[Saved entries]
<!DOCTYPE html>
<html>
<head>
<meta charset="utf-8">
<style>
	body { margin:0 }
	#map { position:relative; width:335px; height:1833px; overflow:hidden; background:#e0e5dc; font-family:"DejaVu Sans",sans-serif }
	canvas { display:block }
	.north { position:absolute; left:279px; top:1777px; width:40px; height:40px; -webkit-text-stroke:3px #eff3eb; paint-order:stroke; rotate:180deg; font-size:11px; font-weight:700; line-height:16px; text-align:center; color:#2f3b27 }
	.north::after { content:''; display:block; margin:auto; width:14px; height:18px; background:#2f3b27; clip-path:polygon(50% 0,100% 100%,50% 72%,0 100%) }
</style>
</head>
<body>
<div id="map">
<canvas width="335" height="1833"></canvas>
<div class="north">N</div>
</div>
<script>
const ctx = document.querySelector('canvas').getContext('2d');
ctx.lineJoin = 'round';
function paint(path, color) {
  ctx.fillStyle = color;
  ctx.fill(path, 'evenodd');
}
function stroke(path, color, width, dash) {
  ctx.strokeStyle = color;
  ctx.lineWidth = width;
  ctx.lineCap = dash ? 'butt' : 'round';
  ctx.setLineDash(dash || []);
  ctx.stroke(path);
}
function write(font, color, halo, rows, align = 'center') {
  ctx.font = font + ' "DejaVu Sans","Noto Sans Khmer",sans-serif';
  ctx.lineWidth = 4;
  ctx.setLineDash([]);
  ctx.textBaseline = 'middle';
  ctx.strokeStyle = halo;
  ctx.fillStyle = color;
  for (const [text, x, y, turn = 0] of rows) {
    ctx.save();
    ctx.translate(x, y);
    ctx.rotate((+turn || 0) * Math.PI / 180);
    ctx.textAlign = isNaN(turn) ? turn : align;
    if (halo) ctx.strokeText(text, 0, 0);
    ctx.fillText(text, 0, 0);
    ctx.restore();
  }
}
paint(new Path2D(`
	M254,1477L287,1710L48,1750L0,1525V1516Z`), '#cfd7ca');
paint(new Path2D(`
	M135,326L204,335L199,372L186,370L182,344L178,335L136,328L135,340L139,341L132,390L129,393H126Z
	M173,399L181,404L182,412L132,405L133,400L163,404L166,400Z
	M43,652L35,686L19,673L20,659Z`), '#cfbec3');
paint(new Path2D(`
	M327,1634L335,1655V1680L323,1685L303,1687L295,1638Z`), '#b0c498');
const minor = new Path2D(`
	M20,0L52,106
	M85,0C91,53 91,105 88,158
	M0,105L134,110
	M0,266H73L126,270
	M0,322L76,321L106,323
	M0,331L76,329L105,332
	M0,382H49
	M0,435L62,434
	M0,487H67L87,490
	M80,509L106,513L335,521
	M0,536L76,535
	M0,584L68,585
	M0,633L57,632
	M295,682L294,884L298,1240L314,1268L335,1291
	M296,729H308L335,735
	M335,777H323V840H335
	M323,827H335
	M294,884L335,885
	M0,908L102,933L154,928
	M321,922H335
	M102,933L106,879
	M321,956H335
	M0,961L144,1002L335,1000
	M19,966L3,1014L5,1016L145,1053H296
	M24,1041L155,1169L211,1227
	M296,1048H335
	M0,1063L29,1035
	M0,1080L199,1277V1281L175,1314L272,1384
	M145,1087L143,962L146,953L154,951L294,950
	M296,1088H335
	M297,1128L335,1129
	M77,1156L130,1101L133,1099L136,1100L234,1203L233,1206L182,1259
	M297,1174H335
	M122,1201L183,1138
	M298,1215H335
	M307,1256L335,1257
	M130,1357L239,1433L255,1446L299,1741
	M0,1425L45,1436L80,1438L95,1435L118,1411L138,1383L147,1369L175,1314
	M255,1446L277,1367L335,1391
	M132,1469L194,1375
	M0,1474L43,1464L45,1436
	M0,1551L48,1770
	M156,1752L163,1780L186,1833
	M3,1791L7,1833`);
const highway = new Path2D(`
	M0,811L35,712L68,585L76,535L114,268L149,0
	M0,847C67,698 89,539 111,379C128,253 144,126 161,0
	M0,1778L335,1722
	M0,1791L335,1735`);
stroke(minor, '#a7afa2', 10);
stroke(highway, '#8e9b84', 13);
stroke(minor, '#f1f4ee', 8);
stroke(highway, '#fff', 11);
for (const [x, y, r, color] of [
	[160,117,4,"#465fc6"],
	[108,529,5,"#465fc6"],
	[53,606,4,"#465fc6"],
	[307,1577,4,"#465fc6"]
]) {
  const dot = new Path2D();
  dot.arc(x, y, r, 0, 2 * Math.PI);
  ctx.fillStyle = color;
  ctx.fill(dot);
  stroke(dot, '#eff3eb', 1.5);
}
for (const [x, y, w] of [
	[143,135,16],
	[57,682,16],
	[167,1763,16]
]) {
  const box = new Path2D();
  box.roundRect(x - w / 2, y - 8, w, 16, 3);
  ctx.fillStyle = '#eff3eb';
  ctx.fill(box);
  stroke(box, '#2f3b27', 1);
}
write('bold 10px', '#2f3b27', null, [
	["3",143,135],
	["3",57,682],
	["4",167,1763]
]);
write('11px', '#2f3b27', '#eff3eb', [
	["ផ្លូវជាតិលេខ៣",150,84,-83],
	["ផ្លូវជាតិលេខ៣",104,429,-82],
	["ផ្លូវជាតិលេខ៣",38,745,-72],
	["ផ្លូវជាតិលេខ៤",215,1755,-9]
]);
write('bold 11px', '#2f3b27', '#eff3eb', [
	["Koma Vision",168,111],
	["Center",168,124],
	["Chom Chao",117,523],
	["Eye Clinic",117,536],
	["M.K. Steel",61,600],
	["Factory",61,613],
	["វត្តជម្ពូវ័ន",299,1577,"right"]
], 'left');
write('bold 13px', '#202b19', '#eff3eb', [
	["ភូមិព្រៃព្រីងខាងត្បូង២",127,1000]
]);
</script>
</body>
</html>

[What you have to do]:
Quote only the stretch of lines that starts the data above and ends with the line containing "position:absolute; left:279px; top:1777px;", both included.

[Your response]:
<!DOCTYPE html>
<html>
<head>
<meta charset="utf-8">
<style>
	body { margin:0 }
	#map { position:relative; width:335px; height:1833px; overflow:hidden; background:#e0e5dc; font-family:"DejaVu Sans",sans-serif }
	canvas { display:block }
	.north { position:absolute; left:279px; top:1777px; width:40px; height:40px; -webkit-text-stroke:3px #eff3eb; paint-order:stroke; rotate:180deg; font-size:11px; font-weight:700; line-height:16px; text-align:center; color:#2f3b27 }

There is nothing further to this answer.